# PROVIDED MATERIAL:
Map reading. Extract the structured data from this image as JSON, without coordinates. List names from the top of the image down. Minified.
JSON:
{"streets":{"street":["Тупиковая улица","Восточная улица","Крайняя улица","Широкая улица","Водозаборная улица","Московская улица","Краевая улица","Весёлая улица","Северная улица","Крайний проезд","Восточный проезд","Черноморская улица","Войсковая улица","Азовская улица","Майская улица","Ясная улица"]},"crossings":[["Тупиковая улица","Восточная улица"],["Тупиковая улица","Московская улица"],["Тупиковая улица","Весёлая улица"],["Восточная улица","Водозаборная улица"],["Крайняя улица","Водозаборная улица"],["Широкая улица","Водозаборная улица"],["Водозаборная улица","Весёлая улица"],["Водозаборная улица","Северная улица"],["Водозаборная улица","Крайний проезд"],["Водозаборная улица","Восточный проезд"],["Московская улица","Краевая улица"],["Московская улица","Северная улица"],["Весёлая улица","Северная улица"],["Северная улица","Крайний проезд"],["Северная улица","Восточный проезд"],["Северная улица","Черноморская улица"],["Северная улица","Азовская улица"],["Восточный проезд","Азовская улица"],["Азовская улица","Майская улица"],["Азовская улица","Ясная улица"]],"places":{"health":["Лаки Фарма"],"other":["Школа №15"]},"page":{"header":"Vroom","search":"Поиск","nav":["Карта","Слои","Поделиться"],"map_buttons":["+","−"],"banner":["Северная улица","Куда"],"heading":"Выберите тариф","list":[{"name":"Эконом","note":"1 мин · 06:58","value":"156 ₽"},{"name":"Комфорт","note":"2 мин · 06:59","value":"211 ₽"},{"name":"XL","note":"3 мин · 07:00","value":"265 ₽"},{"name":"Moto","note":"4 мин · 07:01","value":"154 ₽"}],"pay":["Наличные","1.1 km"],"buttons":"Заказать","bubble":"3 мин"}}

# YOUR TASK:
In the listing above, find every line with the word "JSON" and copy it.

# REPLY TO THE TASK:
Map reading. Extract the structured data from this image as JSON, without coordinates. List names from the top of the image down. Minified.
JSON:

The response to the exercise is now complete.